| Background |
| Imprisoned for crimes for which
he still maintains his innocence, David (G) Ashberry found that one week
in March 1997 changed his life. It started on the Sunday afternoon with
no indication of what was to follow. David and his girlfriend made a hurried
visit to the family home in Middleton (which is in Manchester, England)
to give his Mum a gift for Mother's day. David was involved in a rap group
and felt that he was letting them down if he was late especially as they
were currently preparing an important demo. |
| Next day, David called in at
Middleton and talked with his Dad about the decoration of a flat he was
planning to take. They discussed the progress on the demo and David said
that he needed to do some more work because his late arrival the previous
day had held things up. Later two of his friends confirmed that they had
been preparing a demo at that time and had been working together on the
Monday evening. However that evening as the young men rapped in a flat
in Princess Road, South Manchester two black males were preparing for an
armed robbery on an off licence at the Racecourse Estate in Sale. That
robbery went horribly wrong with the killing of an innocent shopkeeper
who tried to defend himself against the gunman with a machete. |
| On the following Saturday evening
after leaving a friend's house, David set off in his car to be surprised
by a group of police cars blocking and surrounding him. |
| After interviewing him for
hours after his arrest for the murder, the only evidence the police had
was a statement from Natalie Collins, who lived near the off licence. David
knew Natalie through an acquaintance Tony who temporarily unable to drive
through injury appreciated getting lifts to Natalie's flat. Despite the
anomalies they encountered, police charged David with murder and later
added an armed robbery at a post office. |
| Right from the beginning we
have believed that the facts pointed to someone else having committed the
murder. One fact is the certainty of the gunman
having been wounded. |
| At the trial the prosecution
claimed that the victim had previously lost the strength in his wrist and
forearm and was unable to strike a telling blow with the machete. His father-in-law
admitted under cross examination that the murdered man had recovered his
grip and that they both used the sharp machete to open boxes at the shop.
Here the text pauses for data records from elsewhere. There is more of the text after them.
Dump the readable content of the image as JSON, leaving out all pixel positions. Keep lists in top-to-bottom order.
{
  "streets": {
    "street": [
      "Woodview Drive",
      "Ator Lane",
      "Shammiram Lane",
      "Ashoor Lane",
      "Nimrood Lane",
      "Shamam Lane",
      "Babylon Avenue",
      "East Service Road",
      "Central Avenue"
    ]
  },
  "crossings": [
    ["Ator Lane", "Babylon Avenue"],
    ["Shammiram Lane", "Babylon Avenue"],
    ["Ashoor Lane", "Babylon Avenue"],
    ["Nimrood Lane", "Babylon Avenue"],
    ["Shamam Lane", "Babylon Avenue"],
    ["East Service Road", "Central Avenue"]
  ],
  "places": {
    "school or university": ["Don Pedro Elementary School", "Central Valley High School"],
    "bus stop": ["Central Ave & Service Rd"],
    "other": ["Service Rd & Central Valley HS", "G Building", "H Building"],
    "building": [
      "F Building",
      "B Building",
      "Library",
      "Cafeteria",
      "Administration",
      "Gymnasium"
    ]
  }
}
There were fibres on the machete, which would indicate that it had cut
through material, drops of blood outside the shop, and an eye witness outside
the shop described how the gunman held his arm to his side and stumbled
as he tried to leave the scene of the crime. Naturally police made extensive
enquiries at hospitals through Greater Manchester for a black male with
wounds to his forearm and abdomen. |
| As they searched and arrested
David on the Saturday, one jubilant officer lifting David's sweater said,
"Let's see your new appendix scars". |
| The police were surprised that
there were no cuts, wounds, scars or even bruising. |
| Natalie
Collins |
| Four days after the murder
the police had raided Natalie Collins's flat for firearms and she subsequently
made several statements including the allegation that Tony, her ex-boyfriend,
had told her that he and David had attempted to rob the off licence and
that David had done the shooting and left her flat in his silver grey car. |
| It was also claimed that Collins
alleged David, Tony and his brother Lee were responsible for a post office
robbery in Sale a few weeks earlier. |
| This was only circumstantial
evidence but there was so much potential for forensic evidence. |
| Lack
of physical evidence |
| Forensic tests were carried
out on:- |
| The post office and off licence
premises; a stolen car and a pickaxe handle supposedly used in the PO robbery;
the silver grey car driven by David; David's hair, skin and clothing which
would have been showered with gunpowder if he had fired a gun; the machete
used by the victim and spots of blood outside the off licence. The sum
of the findings was a nano gramme (one thousandth part of a gramme) of
nitro glycerine in the passenger footwell of David's car. That microscopic
speck is borderline to even being recognised; it can come from a number
of sources; is not consistent with the presence of a gun and in that quantity
is likely to be from contamination when the car was searched. |
| There was also Natalie's flat
where David allegedly spent the night prior to the post office robbery
and was supposed to have visited twice on the evening of the murder. |
| An exhaustive police search
failed to produce any forensic evidence that either David Ashberry or Lee
Watt had ever been in the flat: Lee's brother Tony said that he never asked
any of his friends into the flat because it was never cleaned. Forensic
analysis had failed to identify either a finger or palm print, hair or
fibre or anything linking David to that flat at any time. |
| Police must also have noticed
that David didn't match the facial and description given by eye witnesses
at either of the offences for which they had been hunting for him. |
| The eye witnesses from outside
the off licence provided facial and height details which clearly described
a different person and naturally they did not pick David out from the identification
parade for which he readily volunteered. |
| Seven eye-witnesses at the
scene of the post office robbery described the tallest of the three masked
robbers to be under 6' - very similar to the taller robber involved in
the murder: David is 6'4". |
| Prosecution
witness |
| At the trial the only evidence
submitted for the post office charge was the claim by Collins that David
and the two others she named had stayed at her flat on the night prior
to the crime. Collins claimed that the three suspects had been in her flat
when she left before 9 am on the morning of the robbery. During the course
of her short trip she passed the post office. She found that it had been
robbed and returned to her flat to find the three were there. No evidence
was offered to suggest that any of the three had left the flat while Collins
was out. There was no person nor no evidence collaborating Collins' story. |
| Under cross examination, Natalie
Collins admitted that she had included Lee's name in her statement at the
suggestion of the police. |
| When questioned about the off
licence and her relations with Tony Watt, Collins admitted to benefiting
as a result of her statements, made ten contradictions with her own statements;
further contradictions of her evidence were made by other prosecution witnesses;
she showed disrespectful behaviour - admitted that she was being sarcastic
to the court; swore at the judge and barristers - stormed out of court
four times; she refused to answer some questions from defence barristers.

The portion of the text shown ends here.